9. Hawaii has seen a growing division when it comes to politics, development, health mandates and other issues. What would you do to bridge those gaps and bring people together in spite of their differences?

First, clear, consistent communication is essential – using a variety of platforms to reach wide-ranging constituencies. Our North Hawaii community is very aware of this need/issue in part due to the recent horrific wildfire to which our emergency responders and community responded incredibly proactively, but there were serious gaps in communications.

Public policy is complicated and decisions must be explained. This doesn’t guarantee agreement or consensus, but there must be a serious effort to be factual, adhere to the rule of law and science as applicable, and be consistent and accessible. We also must realize that social media isn’t always “our friend” – and also, many do not have internet access so we must not rely on electronic media as the sole source of information.

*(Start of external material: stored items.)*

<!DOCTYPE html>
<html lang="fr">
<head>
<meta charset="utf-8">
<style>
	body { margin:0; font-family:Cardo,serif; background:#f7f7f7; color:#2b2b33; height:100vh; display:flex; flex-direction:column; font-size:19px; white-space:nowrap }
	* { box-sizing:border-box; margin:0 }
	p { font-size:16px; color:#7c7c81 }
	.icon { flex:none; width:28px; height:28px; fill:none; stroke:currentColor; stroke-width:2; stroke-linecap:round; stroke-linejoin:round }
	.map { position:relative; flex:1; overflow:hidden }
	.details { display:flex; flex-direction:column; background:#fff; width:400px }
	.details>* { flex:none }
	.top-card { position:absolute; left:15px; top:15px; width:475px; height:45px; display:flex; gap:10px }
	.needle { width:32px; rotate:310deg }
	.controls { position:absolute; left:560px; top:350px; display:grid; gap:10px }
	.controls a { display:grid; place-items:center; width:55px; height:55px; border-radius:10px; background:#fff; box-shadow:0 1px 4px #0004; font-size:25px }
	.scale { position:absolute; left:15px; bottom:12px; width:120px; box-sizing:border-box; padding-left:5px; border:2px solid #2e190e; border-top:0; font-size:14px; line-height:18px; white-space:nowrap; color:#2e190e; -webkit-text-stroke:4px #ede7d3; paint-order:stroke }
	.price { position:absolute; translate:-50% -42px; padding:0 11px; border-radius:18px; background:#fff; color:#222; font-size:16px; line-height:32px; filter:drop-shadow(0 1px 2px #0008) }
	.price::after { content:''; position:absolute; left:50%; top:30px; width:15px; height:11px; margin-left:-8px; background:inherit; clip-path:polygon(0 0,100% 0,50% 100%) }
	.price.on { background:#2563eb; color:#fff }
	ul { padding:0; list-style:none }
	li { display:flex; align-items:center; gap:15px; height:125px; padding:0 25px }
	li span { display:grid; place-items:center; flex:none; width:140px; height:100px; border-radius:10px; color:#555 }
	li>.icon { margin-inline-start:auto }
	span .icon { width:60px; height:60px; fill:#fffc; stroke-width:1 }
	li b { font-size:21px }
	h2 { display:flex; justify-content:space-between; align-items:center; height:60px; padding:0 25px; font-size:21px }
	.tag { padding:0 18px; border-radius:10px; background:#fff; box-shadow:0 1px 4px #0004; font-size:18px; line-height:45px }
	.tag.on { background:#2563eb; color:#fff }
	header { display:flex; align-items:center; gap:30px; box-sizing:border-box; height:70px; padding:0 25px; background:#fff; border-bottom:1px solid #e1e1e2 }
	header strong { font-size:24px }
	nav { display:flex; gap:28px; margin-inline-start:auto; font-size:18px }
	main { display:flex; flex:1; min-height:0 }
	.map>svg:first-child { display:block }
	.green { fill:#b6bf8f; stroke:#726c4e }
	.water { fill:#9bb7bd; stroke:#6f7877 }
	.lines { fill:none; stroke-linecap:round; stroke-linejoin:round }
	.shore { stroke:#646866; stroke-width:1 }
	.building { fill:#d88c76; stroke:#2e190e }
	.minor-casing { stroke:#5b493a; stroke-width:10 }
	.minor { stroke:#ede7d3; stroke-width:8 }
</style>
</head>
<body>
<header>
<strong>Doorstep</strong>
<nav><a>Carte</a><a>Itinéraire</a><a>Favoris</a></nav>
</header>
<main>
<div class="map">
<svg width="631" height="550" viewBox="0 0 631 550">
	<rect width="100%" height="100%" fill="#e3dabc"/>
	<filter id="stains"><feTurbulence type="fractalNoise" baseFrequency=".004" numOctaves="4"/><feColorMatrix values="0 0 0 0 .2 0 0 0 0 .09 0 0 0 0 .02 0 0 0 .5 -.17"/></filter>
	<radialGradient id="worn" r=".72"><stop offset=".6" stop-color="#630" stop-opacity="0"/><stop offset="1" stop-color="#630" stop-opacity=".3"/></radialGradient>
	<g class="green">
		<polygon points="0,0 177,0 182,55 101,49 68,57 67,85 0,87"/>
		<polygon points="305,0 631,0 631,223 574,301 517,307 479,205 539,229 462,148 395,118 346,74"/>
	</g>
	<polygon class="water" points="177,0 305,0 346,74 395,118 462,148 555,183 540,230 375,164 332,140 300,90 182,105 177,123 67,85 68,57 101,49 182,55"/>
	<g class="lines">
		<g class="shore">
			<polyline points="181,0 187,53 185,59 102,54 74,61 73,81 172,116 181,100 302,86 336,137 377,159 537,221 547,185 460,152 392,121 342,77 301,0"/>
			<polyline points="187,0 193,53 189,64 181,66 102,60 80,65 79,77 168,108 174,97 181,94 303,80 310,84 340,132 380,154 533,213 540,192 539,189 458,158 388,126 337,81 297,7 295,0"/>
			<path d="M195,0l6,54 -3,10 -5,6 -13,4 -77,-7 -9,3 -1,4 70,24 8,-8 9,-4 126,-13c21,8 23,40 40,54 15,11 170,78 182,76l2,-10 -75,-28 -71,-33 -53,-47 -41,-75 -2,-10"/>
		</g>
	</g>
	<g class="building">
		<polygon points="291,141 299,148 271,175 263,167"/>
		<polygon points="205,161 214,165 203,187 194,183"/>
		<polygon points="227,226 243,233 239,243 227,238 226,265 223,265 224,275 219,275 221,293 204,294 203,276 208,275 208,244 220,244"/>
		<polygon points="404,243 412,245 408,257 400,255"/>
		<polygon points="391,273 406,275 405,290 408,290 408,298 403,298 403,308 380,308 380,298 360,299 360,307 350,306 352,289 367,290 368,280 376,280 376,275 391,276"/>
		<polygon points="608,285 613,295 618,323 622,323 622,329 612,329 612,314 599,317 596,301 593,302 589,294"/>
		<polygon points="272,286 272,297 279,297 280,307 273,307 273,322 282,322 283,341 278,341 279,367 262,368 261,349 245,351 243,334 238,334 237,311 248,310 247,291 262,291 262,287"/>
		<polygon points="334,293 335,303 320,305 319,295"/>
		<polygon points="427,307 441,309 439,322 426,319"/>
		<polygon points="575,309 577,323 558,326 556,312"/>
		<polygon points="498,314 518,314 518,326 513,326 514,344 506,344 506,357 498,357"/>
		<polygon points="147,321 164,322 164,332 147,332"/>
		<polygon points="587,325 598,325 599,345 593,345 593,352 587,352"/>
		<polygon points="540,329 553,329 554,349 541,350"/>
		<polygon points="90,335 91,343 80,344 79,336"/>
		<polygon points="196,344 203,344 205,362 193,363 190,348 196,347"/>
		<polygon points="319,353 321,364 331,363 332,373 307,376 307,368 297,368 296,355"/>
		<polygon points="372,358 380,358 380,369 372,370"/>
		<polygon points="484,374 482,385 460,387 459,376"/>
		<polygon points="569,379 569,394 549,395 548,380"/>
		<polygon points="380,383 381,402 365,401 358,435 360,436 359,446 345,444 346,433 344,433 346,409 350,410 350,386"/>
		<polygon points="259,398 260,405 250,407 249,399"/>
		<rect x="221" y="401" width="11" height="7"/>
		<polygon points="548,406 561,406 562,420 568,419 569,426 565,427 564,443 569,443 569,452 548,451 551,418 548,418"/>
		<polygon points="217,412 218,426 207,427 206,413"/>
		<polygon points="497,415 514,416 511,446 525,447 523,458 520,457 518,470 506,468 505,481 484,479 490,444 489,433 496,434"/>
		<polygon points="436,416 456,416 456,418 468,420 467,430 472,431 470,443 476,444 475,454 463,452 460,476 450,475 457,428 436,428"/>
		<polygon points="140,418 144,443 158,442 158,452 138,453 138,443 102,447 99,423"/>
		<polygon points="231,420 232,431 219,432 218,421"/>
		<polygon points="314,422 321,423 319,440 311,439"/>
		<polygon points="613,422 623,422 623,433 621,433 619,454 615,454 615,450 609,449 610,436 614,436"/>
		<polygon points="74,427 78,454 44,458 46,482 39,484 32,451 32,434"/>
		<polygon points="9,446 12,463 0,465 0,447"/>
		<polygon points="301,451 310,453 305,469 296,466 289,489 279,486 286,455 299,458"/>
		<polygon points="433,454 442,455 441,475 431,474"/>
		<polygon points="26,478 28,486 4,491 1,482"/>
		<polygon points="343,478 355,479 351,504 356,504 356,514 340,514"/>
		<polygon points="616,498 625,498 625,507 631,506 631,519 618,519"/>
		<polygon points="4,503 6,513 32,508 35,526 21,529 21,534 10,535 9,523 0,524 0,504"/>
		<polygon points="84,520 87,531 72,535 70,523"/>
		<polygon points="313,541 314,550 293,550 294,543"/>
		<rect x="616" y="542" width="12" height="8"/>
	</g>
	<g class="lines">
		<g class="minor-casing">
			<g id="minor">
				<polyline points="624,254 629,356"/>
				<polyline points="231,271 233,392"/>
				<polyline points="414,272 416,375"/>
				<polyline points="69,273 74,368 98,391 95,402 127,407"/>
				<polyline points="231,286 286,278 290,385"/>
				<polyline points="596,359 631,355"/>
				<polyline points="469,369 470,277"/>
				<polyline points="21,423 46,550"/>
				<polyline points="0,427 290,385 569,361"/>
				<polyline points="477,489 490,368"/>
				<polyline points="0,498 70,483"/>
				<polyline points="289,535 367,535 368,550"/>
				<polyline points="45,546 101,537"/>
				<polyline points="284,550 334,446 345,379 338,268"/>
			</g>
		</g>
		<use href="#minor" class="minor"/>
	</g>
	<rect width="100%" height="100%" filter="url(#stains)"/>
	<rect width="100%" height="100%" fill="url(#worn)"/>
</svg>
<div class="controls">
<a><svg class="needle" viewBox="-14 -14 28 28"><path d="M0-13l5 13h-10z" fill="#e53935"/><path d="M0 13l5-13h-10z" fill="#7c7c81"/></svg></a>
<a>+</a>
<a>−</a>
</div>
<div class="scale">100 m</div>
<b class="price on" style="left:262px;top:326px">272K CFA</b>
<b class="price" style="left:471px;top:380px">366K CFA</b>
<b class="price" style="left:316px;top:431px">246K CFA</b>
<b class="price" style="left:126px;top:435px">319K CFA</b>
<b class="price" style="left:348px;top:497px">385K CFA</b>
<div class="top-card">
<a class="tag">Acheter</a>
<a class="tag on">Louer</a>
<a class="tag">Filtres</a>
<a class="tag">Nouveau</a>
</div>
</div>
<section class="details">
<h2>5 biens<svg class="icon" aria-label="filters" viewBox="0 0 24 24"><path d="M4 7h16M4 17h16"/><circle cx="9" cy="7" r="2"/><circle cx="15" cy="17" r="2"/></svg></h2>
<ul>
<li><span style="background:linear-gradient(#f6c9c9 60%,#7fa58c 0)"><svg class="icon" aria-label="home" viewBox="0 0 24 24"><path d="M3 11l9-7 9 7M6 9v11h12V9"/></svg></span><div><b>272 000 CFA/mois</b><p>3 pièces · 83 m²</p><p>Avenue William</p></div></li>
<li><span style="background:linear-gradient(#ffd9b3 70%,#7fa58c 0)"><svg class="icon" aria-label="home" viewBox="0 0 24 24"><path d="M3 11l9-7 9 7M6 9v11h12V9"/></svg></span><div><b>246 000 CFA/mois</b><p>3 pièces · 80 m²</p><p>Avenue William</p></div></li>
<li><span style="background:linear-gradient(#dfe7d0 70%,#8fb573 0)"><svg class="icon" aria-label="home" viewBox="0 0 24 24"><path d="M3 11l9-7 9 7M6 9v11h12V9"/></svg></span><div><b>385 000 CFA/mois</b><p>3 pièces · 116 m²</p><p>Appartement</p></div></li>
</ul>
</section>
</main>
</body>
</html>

How to bridge gaps? Personally, I would draw upon my experience as a union contract negotiator to work with the wide-ranging constituencies in my district and those that are present at the Legislature to try to find common ground. This will require open communications, accessibility, and at all times, civility and being willing to listen and learn.

10. The coronavirus pandemic has exposed numerous flaws in Hawaii’s structure and systems, from outdated technology to economic disparity. If you could take this moment to reinvent Hawaii, to build on what we’ve learned and create a better state, a better way of doing things, what would you do? Please share One Big Idea you have for Hawaii. Be innovative, but be specific.

Tackling the construction of affordable housing – especially rentals – is my priority and it will not happen without bringing together people and resources from across the county and state – public, private, non-profit, labor, business and community organizations. I am committed to this.

I’m also committed to growing agriculture on Hawaii island. Initially this includes transitioning state ranch and farm leases from DLNR to DOA to support both environmentally and culturally responsible land stewardship and food production. And there’s so much more that needs to be done to meaningfully support agriculture.

However, if there’s one “Big Idea” I’d like to share, it would be to “grow” Palamanui – the Hawaii Community College campus here in West Hawaii — to become the College of Environmental Sciences.

Hawaii island is the perfect “living laboratory” for the environmental sciences and just as Hilo is the ideal “home” for Hawai‘inuiākea School of Hawaiian Knowledge, established in 2007, West Hawaii campus can and should take advantage of our amazingly diverse environmental systems and place in the Pacific.  For now, we must do all we can to continue to nurture growth of Palamanui. North and West Hawaii fought long and hard to get this major educational asset launched.